Oireachtas Joint and Select Committees
Thursday, 1 May 2014
Public Accounts Committee
2012 Annual Report of the Comptroller and Auditor General and Appropriation Accounts
Vote 37 - Social Protection
Chapter 16 - Expenditure on Welfare and Employment Schemes
Chapter 17 - Regularity of Social Welfare Payments
Chapter 18 - Welfare Overpayment Debts
Chapter 19 - Domiciliary Care Allowance
Chapter 20 - Invalidity Pension
Social Insurance Fund Annual Accounts 2012
12:15 pm
Ms Niamh O'Donoghue:
There has been a very significant shift in the last couple of years in regard to how we engage with our customers. The Deputy may appreciate that up to about two years ago we operated on the basis of what was called an employment action plan where there was a mechanism for referral of people who presented for unemployment that after three months on the live register they were referred to FÁS at the time and consideration given to whether employment support or training was required.
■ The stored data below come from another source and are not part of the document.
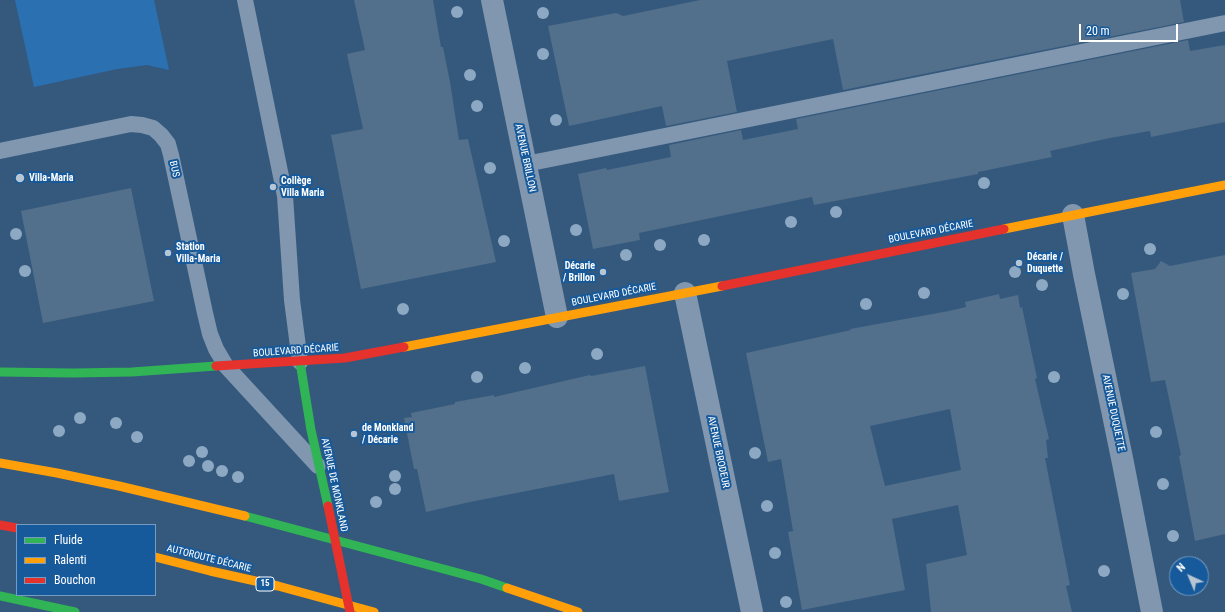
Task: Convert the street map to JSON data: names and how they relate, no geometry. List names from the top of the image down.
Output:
{
  "streets": {
    "main road": [
      "BOULEVARD DÉCARIE",
      "AVENUE DE MONKLAND",
      "AUTOROUTE DÉCARIE",
      "15"
    ],
    "street": ["AVENUE BRILLON", "AVENUE DUQUETTE", "AVENUE BRODEUR"],
    "lane": ["BUS"]
  },
  "crossings": [
    ["AVENUE BRILLON", "BOULEVARD DÉCARIE"],
    ["BUS", "BOULEVARD DÉCARIE"],
    ["BUS", "AVENUE DE MONKLAND"],
    ["BOULEVARD DÉCARIE", "AVENUE DUQUETTE"],
    ["BOULEVARD DÉCARIE", "AVENUE BRODEUR"],
    ["BOULEVARD DÉCARIE", "AVENUE DE MONKLAND"]
  ],
  "places": [
    "Villa-Maria",
    "Collège Villa Maria",
    "Station Villa-Maria",
    "Décarie / Duquette",
    "Décarie / Brillon",
    "de Monkland / Décarie"
  ],
  "legend": ["Fluide", "Ralenti", "Bouchon"],
  "scale_bar": "20 m",
  "north": "top left"
}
That was a very blunt instrument in so far as that referral was done after three months regardless of the skills, background or experience of the individual who presented.
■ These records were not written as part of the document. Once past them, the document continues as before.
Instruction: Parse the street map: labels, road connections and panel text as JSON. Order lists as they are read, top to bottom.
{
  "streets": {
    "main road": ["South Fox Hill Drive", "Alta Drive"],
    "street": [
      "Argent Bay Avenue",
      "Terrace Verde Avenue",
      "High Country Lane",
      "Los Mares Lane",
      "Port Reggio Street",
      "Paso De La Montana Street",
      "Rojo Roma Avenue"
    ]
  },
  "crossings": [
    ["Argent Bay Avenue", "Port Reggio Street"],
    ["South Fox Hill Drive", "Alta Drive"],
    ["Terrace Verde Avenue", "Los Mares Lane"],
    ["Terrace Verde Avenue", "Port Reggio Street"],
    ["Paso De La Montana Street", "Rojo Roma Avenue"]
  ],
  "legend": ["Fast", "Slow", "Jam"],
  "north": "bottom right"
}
What has changed in the last couple of years is that we have introduced what we call a profiling model. This is a model that was developed with the ESRI to actually look at what are the kind of indicators of the potential for somebody to exit the live register of their own volition or what degree of support. It is probability of exit from the live register. It is called a PEX score.
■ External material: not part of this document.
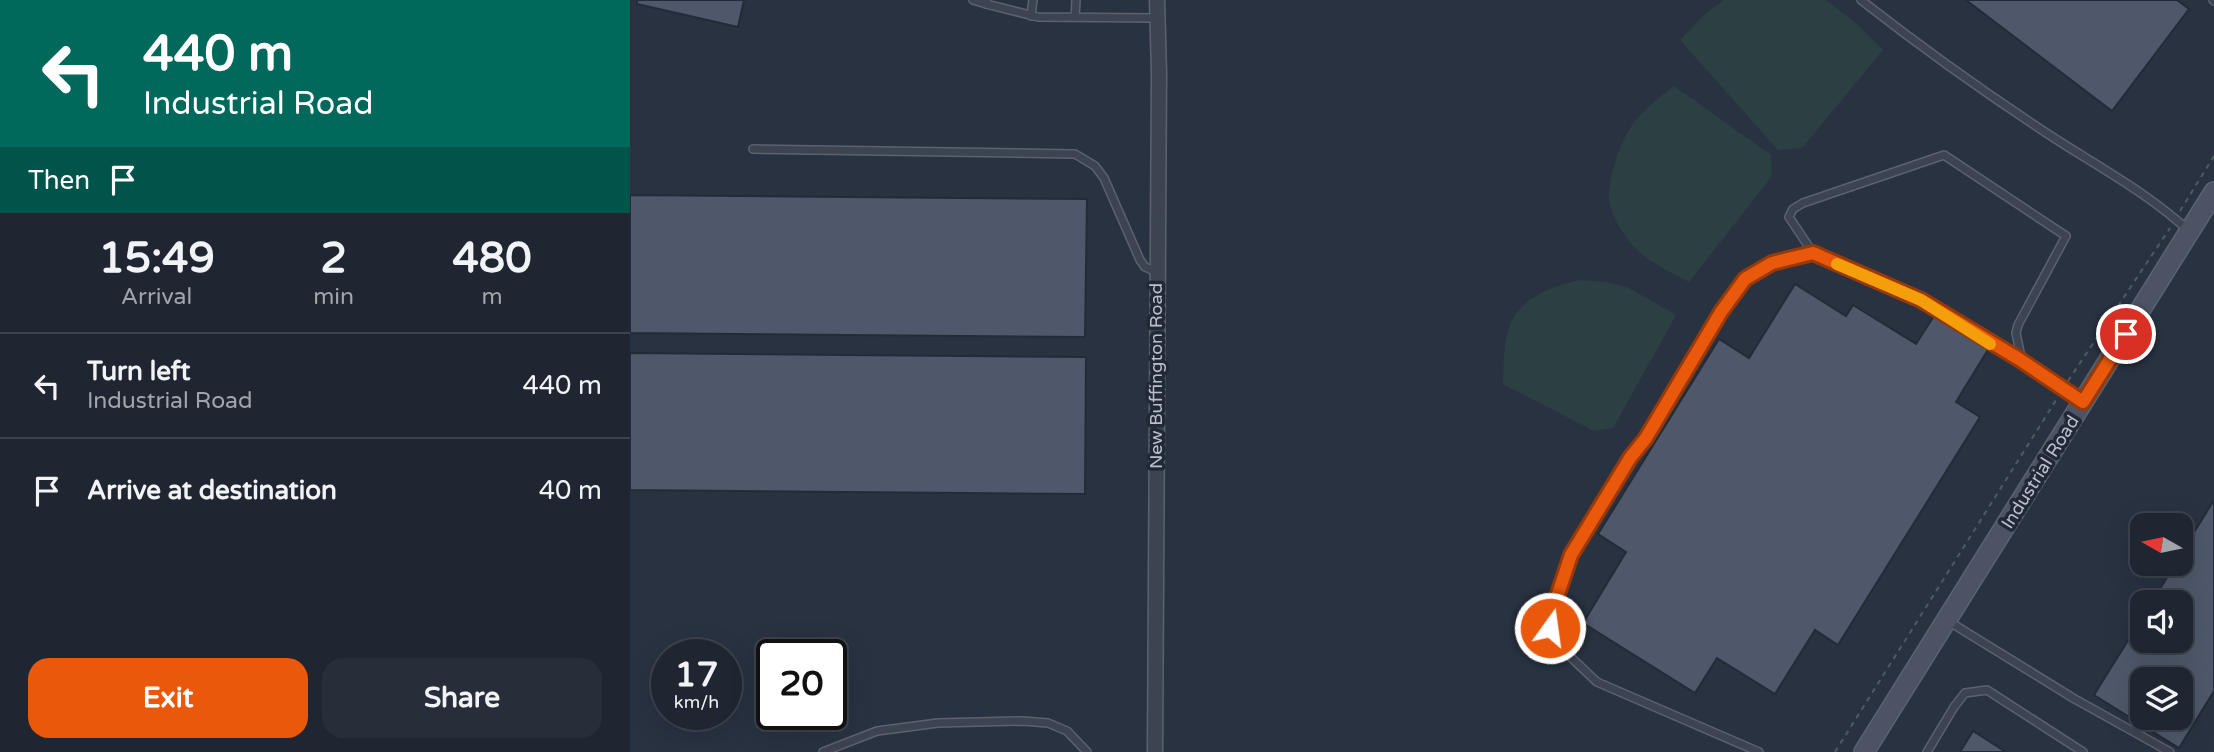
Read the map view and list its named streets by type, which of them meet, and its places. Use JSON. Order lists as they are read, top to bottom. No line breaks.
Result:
{"streets":{"main road":["Industrial Road"],"street":["New Buffington Road"]},"north":"left","page":{"turn":["440 m","Industrial Road"],"then":"Then","eta":["15:49","Arrival","2","min","480","m"],"list":[{"name":"Turn left","note":"Industrial Road","value":"440 m"},{"name":"Arrive at destination","value":"40 m"}],"speed":"17 km/h","limit":"20","buttons":["Exit","Share"]}}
In 2012, we started profiling new applicants and, really, the thrust under the original Pathways to Work document and mandate that were given by Government was to try and prevent a drift into unemployment by engaging with people early and looking to identify people who needed support to a greater extent, and referring them early for such support. What Pathways to Work did was shift the emphasis somewhat to the long-term unemployed. I am glad to say that in the course of 2013, working with the ESRI, we have profiled the entire stock of long-term unemployed that exist on the live register and we are now engaging through the Intreo service with this cohort. The whole thrust of that is to find out what their previous experience and vulnerabilities and needs are and to develop a personal progression plan with them that is absolutely tailored to their particular needs. It is a combination of engaging with them, as part of a group in the first instance, to give some basic information about the process and structures and then, on a one-to-one basis, develop this plan. Whether it is referral for soft-skills training or whether it is referral into a structured training programme, all of those opportunities exist. Our case officers - we have substantially increased the number of case officers within the Department - have some funding available to them to allow for those kind of interventions, particularly for those who are in vulnerable situations or who need additional support over and above somebody who has, maybe, a professional background or work experience in the not-to-distant past.